▸ **PROMPT**:
Which lines of the entries contain the string "data"? Please find them and copy them.

Stored items:

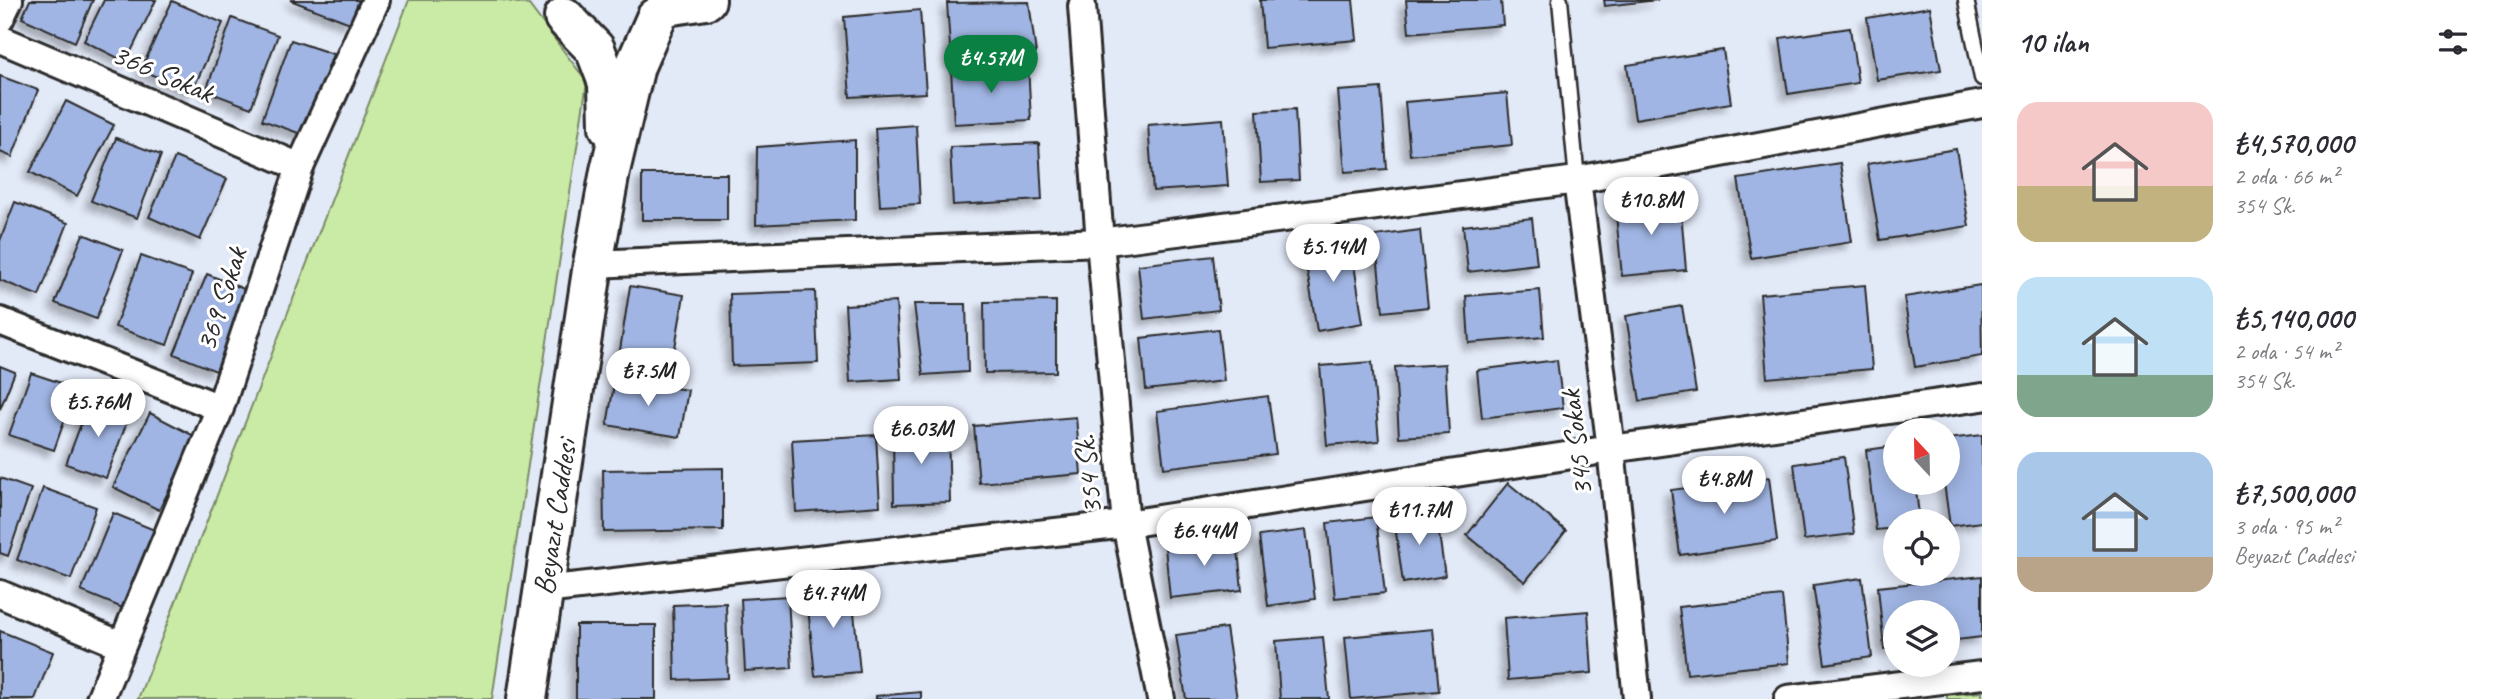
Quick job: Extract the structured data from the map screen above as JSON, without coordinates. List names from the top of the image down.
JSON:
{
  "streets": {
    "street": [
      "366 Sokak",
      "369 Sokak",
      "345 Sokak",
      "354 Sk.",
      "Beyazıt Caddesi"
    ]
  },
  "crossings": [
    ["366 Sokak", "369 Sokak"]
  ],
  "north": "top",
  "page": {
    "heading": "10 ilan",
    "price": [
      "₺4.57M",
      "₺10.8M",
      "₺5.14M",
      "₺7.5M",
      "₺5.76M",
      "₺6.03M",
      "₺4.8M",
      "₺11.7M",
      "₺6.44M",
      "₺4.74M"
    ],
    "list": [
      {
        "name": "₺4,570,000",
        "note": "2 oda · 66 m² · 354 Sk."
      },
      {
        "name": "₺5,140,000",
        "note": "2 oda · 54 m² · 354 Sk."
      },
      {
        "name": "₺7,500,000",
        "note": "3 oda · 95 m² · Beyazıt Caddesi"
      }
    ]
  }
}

==

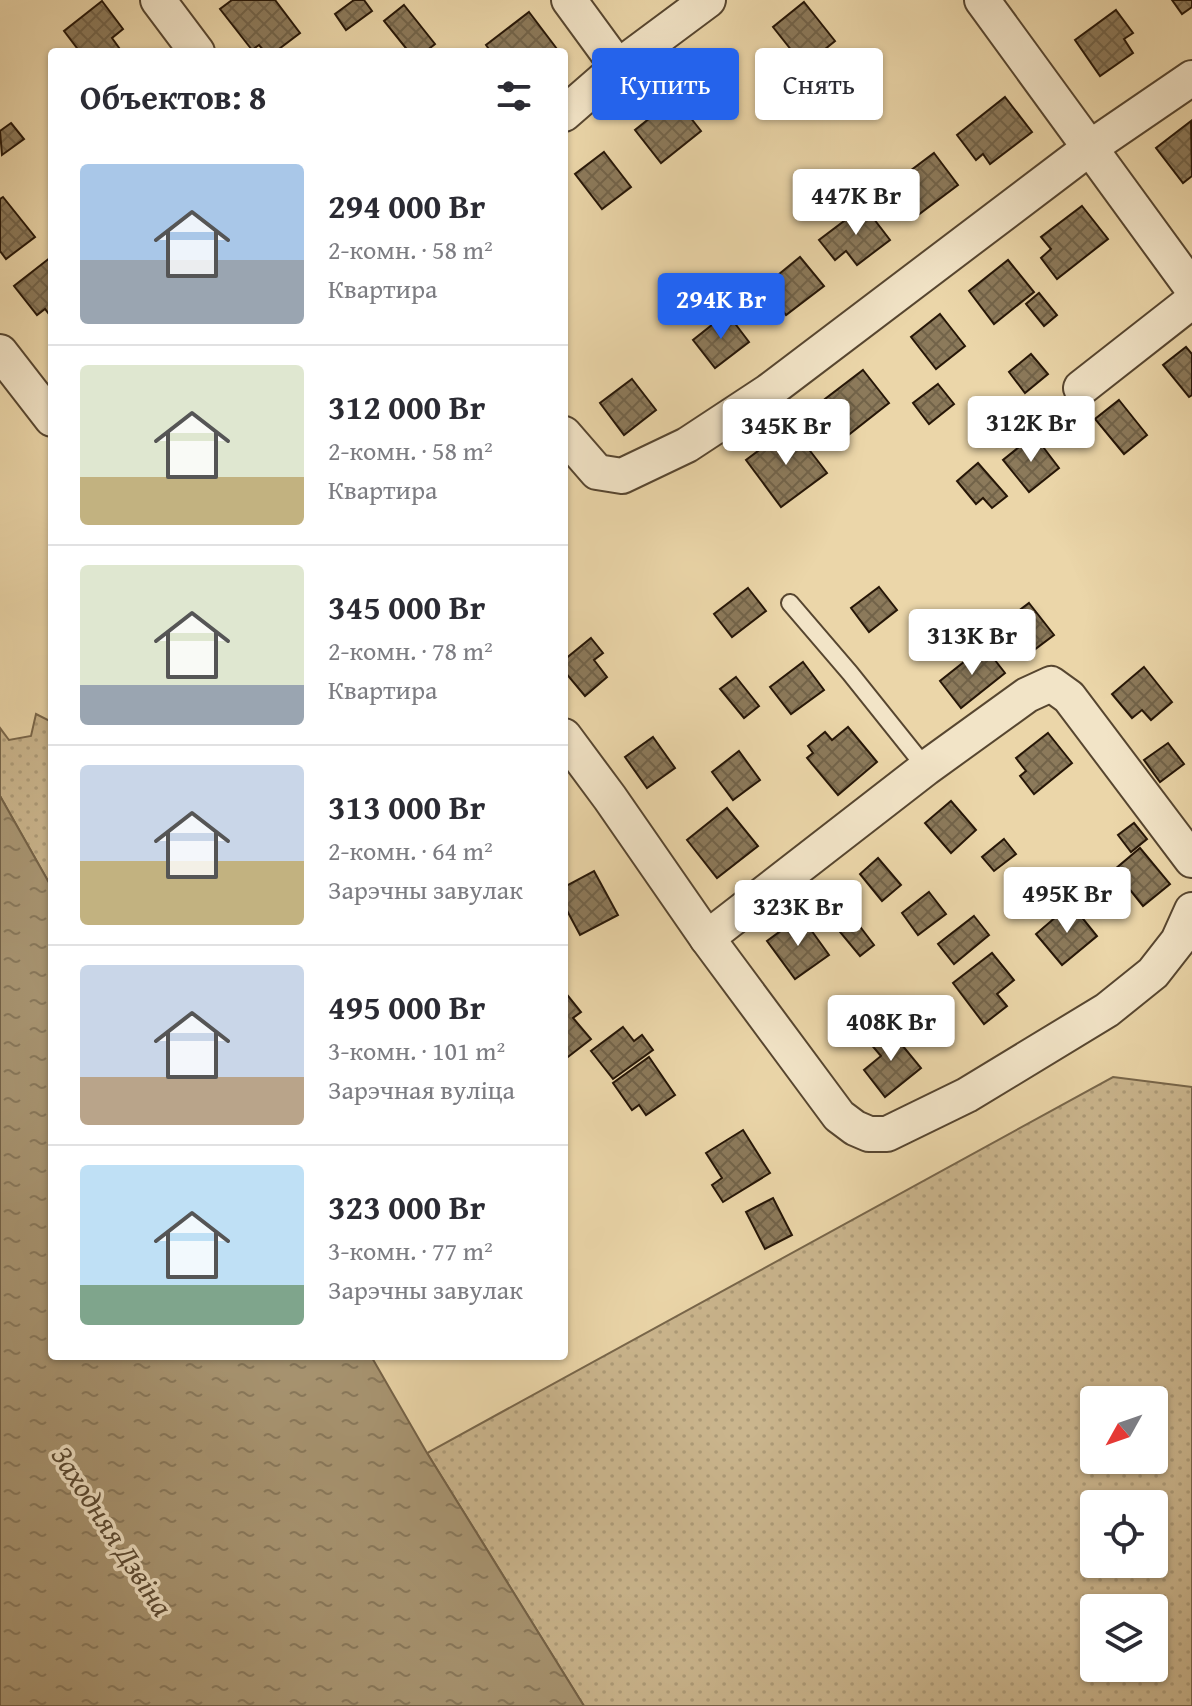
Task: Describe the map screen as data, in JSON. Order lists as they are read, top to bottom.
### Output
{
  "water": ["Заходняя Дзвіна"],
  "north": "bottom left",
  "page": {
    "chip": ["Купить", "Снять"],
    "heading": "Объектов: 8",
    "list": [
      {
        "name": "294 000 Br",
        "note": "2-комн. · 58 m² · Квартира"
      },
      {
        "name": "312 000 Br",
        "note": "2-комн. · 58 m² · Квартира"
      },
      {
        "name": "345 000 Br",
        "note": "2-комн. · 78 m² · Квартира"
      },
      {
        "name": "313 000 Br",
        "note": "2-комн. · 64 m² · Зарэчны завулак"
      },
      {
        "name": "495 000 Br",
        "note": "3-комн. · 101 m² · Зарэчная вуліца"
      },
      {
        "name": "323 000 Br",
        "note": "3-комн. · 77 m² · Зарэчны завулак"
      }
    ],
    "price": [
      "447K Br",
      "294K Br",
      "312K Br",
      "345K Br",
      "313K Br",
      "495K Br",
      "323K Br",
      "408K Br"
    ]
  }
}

▸ **ANSWER AREA**:
Quick job: Extract the structured data from the map screen above as JSON, without coordinates. List names from the top of the image down.
Task: Describe the map screen as data, in JSON. Order lists as they are read, top to bottom.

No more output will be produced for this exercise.